This post is by Alessandro Berti, Software Engineer in the Process And Data Science group at RWTH Aachen University. Contact him via email for further inquiries.
In process mining projects, a vast amount of time is spent on the ETL phase, which is related to the extraction of the event logs and the process models. Process models can be discovered from event logs by applying a classic Process Mining technique (like the Inductive Miner). An event log is organized in cases and events, where a case groups events that are related to the same instance of the process. However, obtaining an event log from a database is a tricky process and requires the specification of a case notion, so a set of attributes/columns that group the events into cases. Specifying a case notion is often non-trivial:
- It requires a deep knowledge of the process(es) saved in the database
- It often requires to join several entities, making the extraction slow
Without expertise from both process and IT worlds, it seems difficult to extract an event log from a database. In the last years, some research has been done in order to simplify the extraction process, and we can cite some papers:
- Calvanese, Diego, et al. “Ontology-driven extraction of event logs from relational databases.” International Conference on Business Process Management. Springer, Cham, 2015. In this paper, a way to translate SPARQL queries, that are easier to express, into SQL queries is provided.
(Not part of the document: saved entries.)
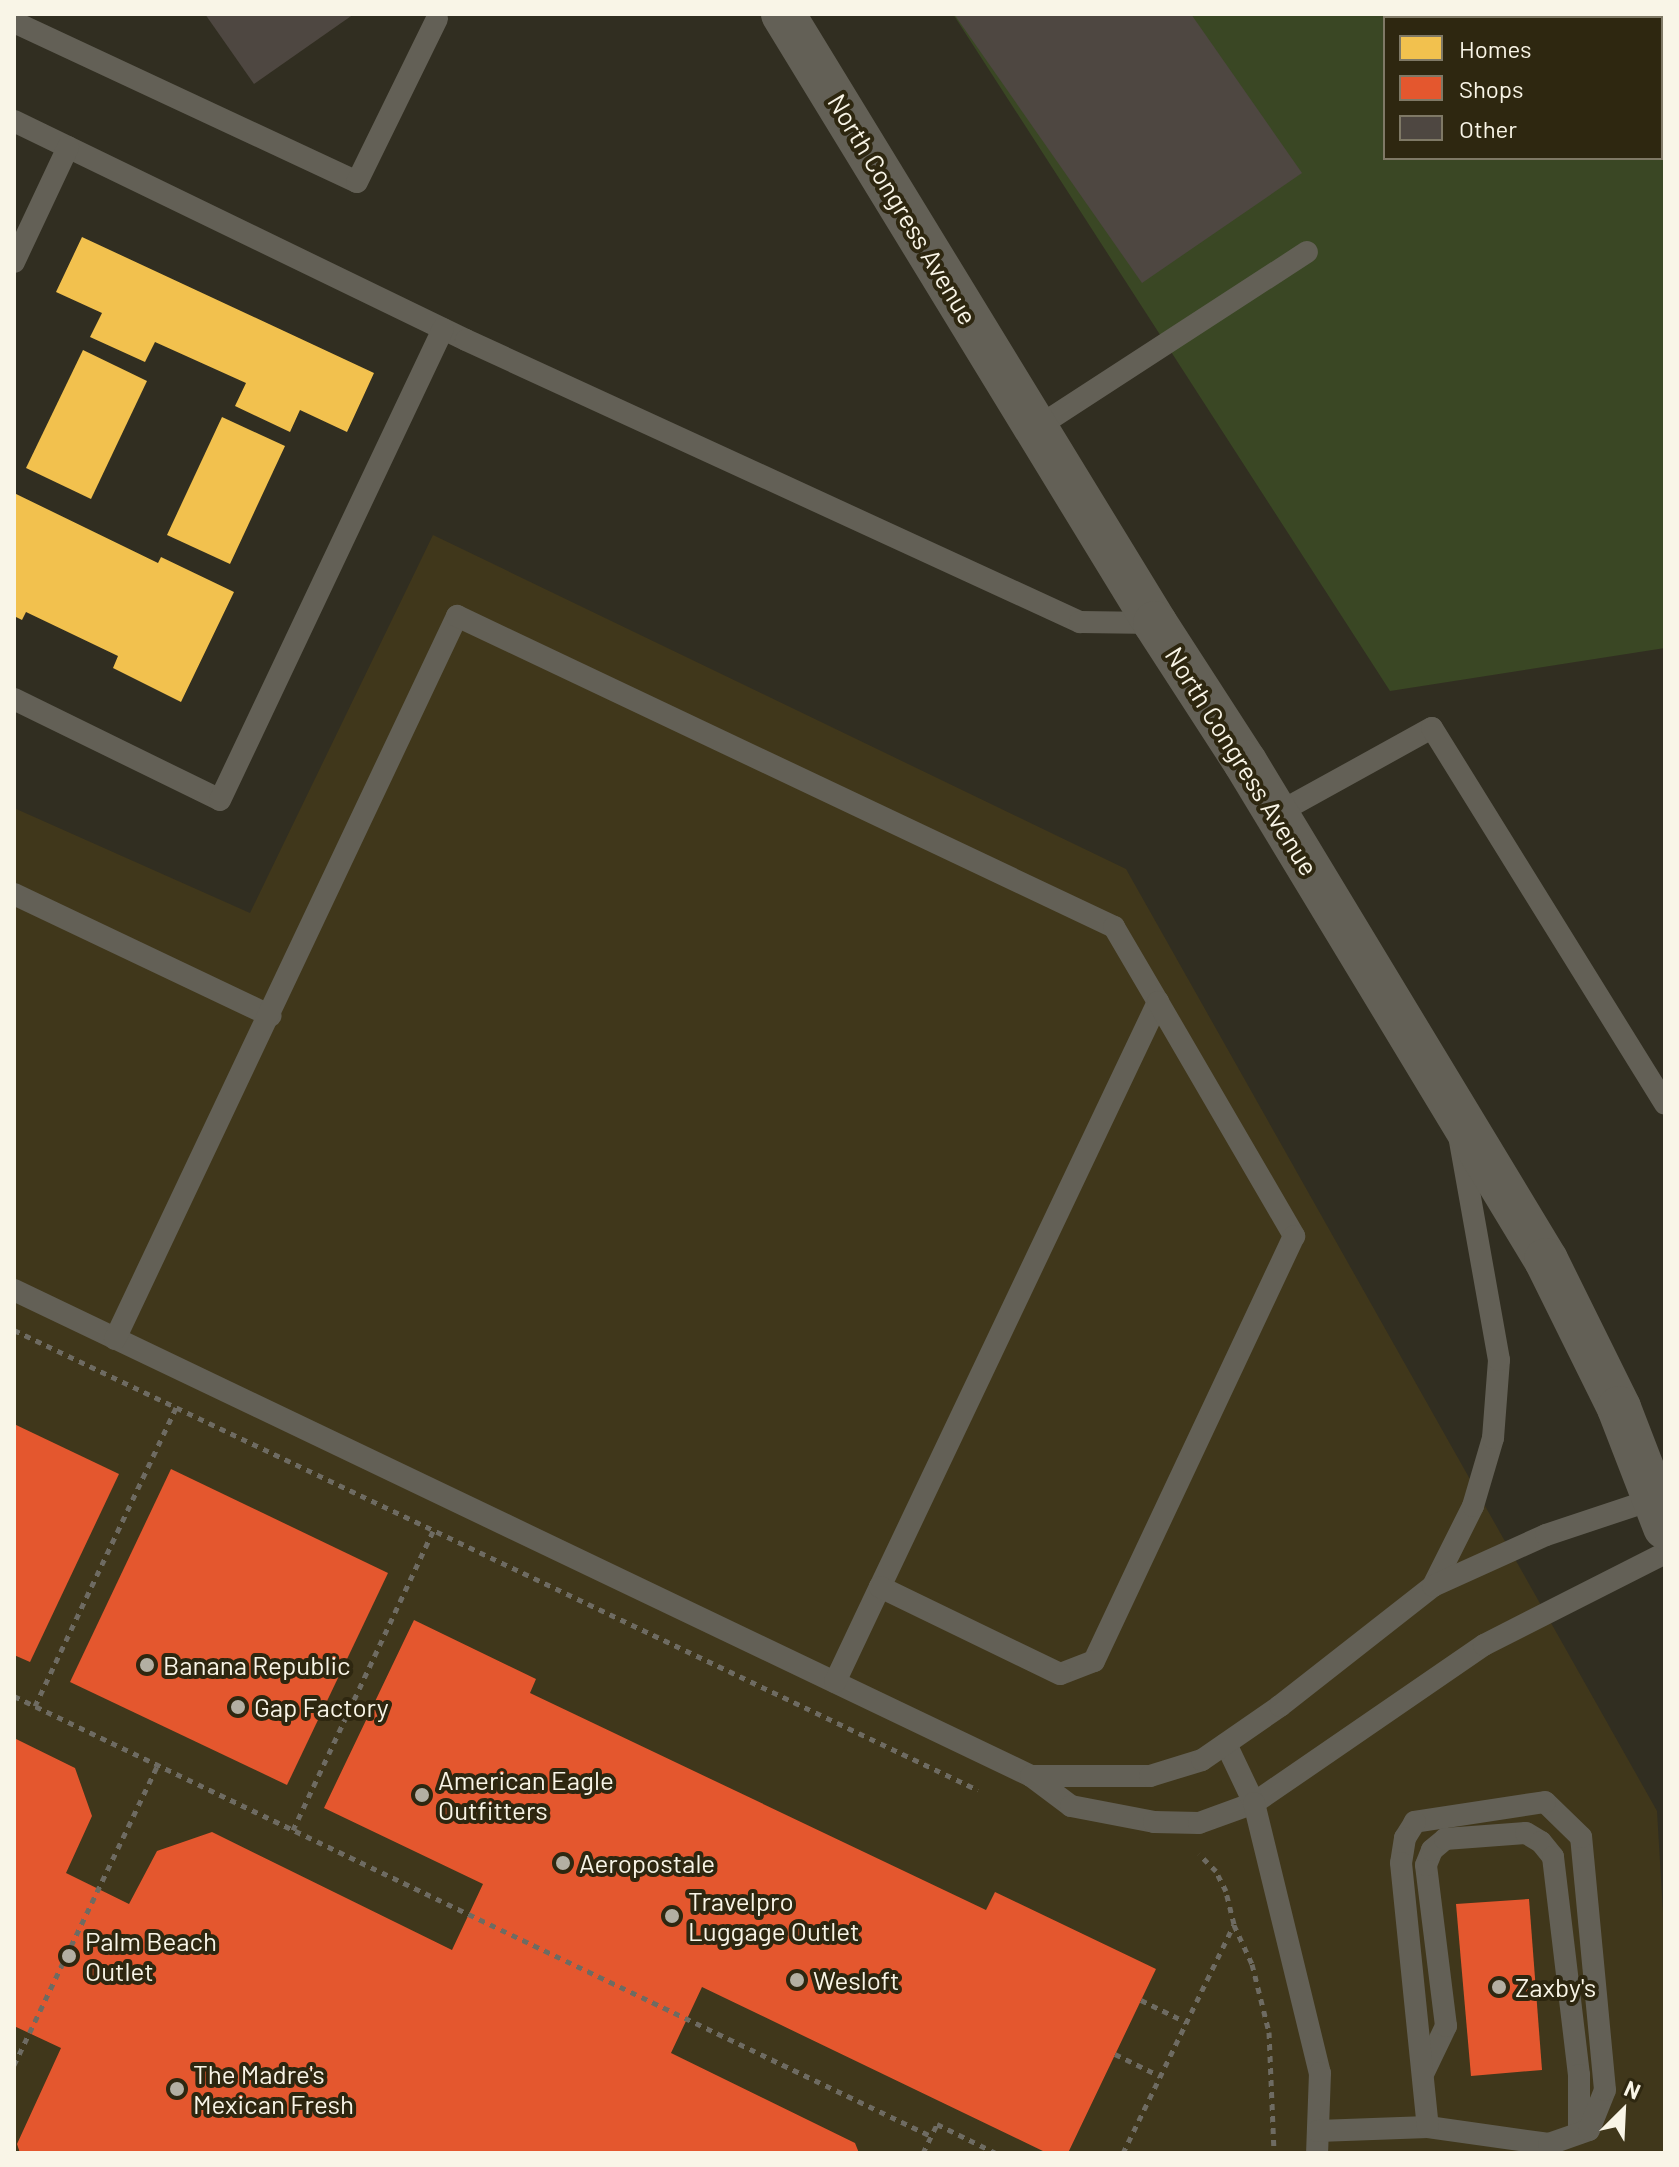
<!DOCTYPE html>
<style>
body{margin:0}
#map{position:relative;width:1679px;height:2167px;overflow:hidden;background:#312e21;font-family:Barlow,sans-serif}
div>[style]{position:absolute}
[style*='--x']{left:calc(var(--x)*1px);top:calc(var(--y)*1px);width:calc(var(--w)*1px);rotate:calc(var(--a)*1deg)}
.built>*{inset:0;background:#40371b}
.green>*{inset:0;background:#3a4724}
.homes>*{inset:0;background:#f2c14e}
.shops>*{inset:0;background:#e4572e}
.building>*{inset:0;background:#4e4741}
.path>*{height:5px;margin-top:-2.5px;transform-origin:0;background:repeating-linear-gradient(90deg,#6e6b62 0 6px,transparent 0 12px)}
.service>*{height:22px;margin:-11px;padding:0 11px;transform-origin:11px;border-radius:11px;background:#636056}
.tertiary>*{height:44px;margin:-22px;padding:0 22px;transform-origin:22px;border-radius:22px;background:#636056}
.dots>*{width:22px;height:22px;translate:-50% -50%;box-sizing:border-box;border:4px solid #2e2710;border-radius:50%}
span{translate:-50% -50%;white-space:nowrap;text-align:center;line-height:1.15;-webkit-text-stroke:8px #2e2710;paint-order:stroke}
.street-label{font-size:26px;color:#f9f5e7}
.poi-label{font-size:26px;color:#f9f5e7}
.left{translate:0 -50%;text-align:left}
.frame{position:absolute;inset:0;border:16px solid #f9f5e7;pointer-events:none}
.legend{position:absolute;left:1383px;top:16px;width:280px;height:144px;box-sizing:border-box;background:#2e2710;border:2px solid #7f7966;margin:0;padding:10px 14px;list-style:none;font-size:24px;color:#f9f5e7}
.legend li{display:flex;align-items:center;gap:16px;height:40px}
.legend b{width:40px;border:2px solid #7f7966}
.north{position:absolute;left:1583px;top:2071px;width:80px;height:80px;-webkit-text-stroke:6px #2e2710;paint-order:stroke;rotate:24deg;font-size:22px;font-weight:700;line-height:32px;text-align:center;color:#f9f5e7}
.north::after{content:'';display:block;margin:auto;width:28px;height:36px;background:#f9f5e7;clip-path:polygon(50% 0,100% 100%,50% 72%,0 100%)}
</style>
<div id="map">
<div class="built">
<div style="clip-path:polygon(433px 535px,1126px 869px,1657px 1811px,1665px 1947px,1665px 2153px,14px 2153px,14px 808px,250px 913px)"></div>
</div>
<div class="green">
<div style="clip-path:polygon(evenodd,953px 14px,1665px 14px,1665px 648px,1390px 691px,953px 14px,1385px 18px,1661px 18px,1661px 158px,1385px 158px,1385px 18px)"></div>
</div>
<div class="homes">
<div style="clip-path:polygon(82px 237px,374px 373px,347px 432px,300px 410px,290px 432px,235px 406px,246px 383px,155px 342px,145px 362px,90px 337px,102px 313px,56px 292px)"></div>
<div style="clip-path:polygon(83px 350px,147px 381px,91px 499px,26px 468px)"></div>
<div style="clip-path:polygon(222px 417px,285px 446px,230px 564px,167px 535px)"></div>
<div style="clip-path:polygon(14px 493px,158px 563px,161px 557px,234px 592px,181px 702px,113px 668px,118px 656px,26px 612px,22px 620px,14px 616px)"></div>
</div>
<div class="shops">
<div style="clip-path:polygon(14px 1424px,119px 1474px,30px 1662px,14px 1655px)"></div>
<div style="clip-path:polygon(171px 1469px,388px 1573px,287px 1785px,70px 1682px)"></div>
<div style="clip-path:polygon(414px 1620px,536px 1679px,530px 1693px,986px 1910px,995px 1892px,1156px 1969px,1068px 2153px,1047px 2153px,702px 1987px,671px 2053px,855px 2143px,859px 2153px,20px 2153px,17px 2144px,61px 2048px,14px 2026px,14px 1738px,75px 1768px,92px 1816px,66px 1873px,129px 1904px,157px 1851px,212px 1832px,452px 1950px,483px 1884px,324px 1808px)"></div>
<div style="clip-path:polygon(1529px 1899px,1542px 2070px,1471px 2076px,1456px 1904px)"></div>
</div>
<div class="building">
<div style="clip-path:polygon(205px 14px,354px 14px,254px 84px)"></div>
<div style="clip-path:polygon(954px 14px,1191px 14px,1302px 173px,1142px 283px)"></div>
</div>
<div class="path">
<div style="--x:14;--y:1330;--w:1068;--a:25.51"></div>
<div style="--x:14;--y:1696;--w:1017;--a:25.63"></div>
<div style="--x:35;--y:1706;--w:330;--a:-64.7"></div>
<div style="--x:293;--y:1830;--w:330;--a:-64.9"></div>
<div style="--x:1234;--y:1925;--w:43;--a:65.2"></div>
<div style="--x:1252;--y:1964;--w:70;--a:76"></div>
<div style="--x:1269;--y:2032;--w:121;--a:87.6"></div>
<div style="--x:1141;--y:2000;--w:50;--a:26.1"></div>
<div style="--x:1115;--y:2054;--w:50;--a:26.1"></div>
<div style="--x:14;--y:2065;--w:333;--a:-64.4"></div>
<div style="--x:923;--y:2153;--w:32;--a:-64"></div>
<div style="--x:937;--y:2124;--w:66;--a:26.2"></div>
<div style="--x:1123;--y:2153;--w:254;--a:-64.1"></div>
<div style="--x:1234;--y:1924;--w:34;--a:-104"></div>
<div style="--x:1226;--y:1891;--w:22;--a:-117"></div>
<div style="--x:1216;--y:1871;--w:24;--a:-135"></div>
</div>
<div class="service">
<div style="--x:14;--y:22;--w:378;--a:25"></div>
<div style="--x:357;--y:182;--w:182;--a:-63.9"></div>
<div style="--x:14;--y:121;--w:502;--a:25.85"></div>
<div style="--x:466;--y:340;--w:676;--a:24.67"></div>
<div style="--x:1080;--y:622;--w:75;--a:0.8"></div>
<div style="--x:14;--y:262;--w:127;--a:-64.8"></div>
<div style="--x:1036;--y:428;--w:323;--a:-33"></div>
<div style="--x:14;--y:699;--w:229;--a:26.1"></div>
<div style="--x:220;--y:800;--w:521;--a:-64.66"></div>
<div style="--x:1276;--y:814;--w:178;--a:-28.9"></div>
<div style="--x:1432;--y:728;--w:442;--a:58.2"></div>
<div style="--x:14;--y:894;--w:284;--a:25.4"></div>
<div style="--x:14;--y:1290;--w:1127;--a:25.54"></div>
<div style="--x:1031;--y:1776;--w:50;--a:36.9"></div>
<div style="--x:1071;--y:1806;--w:85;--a:10.9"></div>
<div style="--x:1154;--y:1822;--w:45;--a:1.3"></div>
<div style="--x:1199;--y:1823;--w:59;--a:-20"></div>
<div style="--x:1254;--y:1803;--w:279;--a:-34.5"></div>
<div style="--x:1484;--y:1645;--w:203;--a:-26.9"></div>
<div style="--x:115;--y:1339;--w:800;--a:-64.68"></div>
<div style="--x:457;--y:616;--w:727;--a:25.33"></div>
<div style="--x:1114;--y:927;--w:87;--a:59.6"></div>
<div style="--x:1433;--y:1586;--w:89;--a:-63.4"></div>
<div style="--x:1473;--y:1506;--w:71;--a:-73.6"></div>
<div style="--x:1493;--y:1438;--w:78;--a:-85.6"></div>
<div style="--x:1499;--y:1360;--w:223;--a:-100.1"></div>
<div style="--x:835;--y:1682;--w:105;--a:-64.7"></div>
<div style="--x:880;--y:1587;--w:648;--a:-64.58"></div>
<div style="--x:1158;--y:1002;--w:271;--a:59.8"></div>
<div style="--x:1294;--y:1236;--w:470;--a:115.2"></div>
<div style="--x:1094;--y:1661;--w:36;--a:159"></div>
<div style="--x:1060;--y:1674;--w:200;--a:-154.2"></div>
<div style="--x:1226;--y:1744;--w:65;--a:64.6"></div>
<div style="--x:1254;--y:1803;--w:278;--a:76.3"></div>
<div style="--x:1320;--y:2073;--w:80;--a:92.1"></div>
<div style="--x:1031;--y:1776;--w:119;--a:0"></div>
<div style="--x:1150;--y:1776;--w:54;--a:-17.1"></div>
<div style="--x:1202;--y:1760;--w:95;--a:-34.7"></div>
<div style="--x:1280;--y:1706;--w:194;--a:-38.1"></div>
<div style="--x:1433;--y:1586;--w:124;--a:-24.3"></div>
<div style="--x:1546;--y:1535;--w:114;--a:-18.4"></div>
<div style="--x:1424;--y:2072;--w:51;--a:-64.4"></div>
<div style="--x:1446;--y:2026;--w:162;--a:-97.1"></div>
<div style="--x:1426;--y:1865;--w:16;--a:-68"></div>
<div style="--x:1432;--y:1850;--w:17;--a:-40"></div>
<div style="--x:1445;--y:1839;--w:81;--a:-4.2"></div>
<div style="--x:1526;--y:1833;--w:17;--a:31"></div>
<div style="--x:1541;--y:1842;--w:19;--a:51"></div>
<div style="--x:1553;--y:1857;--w:220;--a:83.2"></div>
<div style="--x:1579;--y:2075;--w:58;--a:90"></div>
<div style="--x:1318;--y:2131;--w:110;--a:-2.1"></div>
<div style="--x:1428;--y:2127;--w:122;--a:8"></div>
<div style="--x:1549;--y:2144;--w:42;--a:-19.3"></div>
<div style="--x:1589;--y:2130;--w:43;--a:-68.2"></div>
<div style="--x:1605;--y:2090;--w:254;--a:-95.4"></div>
<div style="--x:1581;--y:1837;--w:50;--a:-135.8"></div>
<div style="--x:1545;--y:1802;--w:132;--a:171.3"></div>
<div style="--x:1415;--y:1822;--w:19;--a:122"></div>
<div style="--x:1405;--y:1838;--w:25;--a:99"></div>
<div style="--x:1401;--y:1863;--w:265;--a:84.2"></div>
</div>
<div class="tertiary">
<div style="--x:783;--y:14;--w:714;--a:58.58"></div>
<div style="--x:1155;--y:623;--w:166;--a:57.1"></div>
<div style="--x:1245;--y:762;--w:582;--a:58.85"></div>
<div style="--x:1546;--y:1260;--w:165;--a:63.7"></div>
<div style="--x:1619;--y:1408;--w:128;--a:68.9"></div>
</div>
<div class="dots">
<div style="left:147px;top:1665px;background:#b3afa2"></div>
<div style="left:238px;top:1707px;background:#b3afa2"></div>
<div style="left:422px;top:1795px;background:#b3afa2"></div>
<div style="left:563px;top:1863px;background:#b3afa2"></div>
<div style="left:672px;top:1916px;background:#b3afa2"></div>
<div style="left:69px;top:1956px;background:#b3afa2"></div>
<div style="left:797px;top:1980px;background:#b3afa2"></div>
<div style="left:1499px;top:1987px;background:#b3afa2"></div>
<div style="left:177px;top:2089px;background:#b3afa2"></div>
</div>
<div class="street-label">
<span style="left:903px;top:209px;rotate:59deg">North Congress Avenue</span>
<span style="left:1242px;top:761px;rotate:58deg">North Congress Avenue</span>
</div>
<div class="poi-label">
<span class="left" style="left:163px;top:1665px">Banana Republic</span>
<span class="left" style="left:254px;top:1707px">Gap Factory</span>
<span class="left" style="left:438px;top:1795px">American Eagle<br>Outfitters</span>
<span class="left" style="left:579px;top:1863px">Aeropostale</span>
<span class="left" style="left:688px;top:1916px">Travelpro<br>Luggage Outlet</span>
<span class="left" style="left:85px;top:1956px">Palm Beach<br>Outlet</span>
<span class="left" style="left:813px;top:1980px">Wesloft</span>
<span class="left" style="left:1515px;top:1987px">Zaxby's</span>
<span class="left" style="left:193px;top:2089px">The Madre's<br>Mexican Fresh</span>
</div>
<div class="frame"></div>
<ul class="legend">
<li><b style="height:22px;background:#f2c14e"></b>Homes</li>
<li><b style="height:22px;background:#e4572e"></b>Shops</li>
<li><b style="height:22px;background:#4e4741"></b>Other</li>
</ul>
<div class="north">N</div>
</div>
- Li, Guangming, Renata Medeiros de Carvalho, and Wil MP van der Aalst. “Automatic discovery of object-centric behavioral constraint models.” International Conference on Business Information Systems. Springer, Cham, 2017. In this paper, a modeling technique on-top of databases is presented, that is able to discover some interesting patterns for conformance checking application.
- de Murillas, Eduardo Gonzalez Lopez, et al. “Audit Trails in OpenSLEX: Paving the Road for Process Mining in Healthcare.” International Conference on Information Technology in Bio-and Medical Informatics. Springer, Cham, 2017. In this paper, a meta-model where database events can be inserted is presented. This meta-model could be queried using SQL language and the complexity of event log retrieval is decreased.
The PADS team developed StarStar models, that are a novel way to represent event data on top of relational databases. The main view provided by StarStar models is the A2A (activities) multigraph, in which activities can be connected by several edges.
An edge in the A2A multigraph is associated to a class perspective, and is inferred observing directly-follows relationships between events in the perspective of some object belonging to the given class. StarStar models provide also a drill-down functionality where, given a class perspective, a classic event log to use with mainstream process mining techniques can be obtained.
StarStar models seems to be very promising for process visualization, since the edge can be annotated by the frequency or the performance (along with the class perspective for which the edge was detected).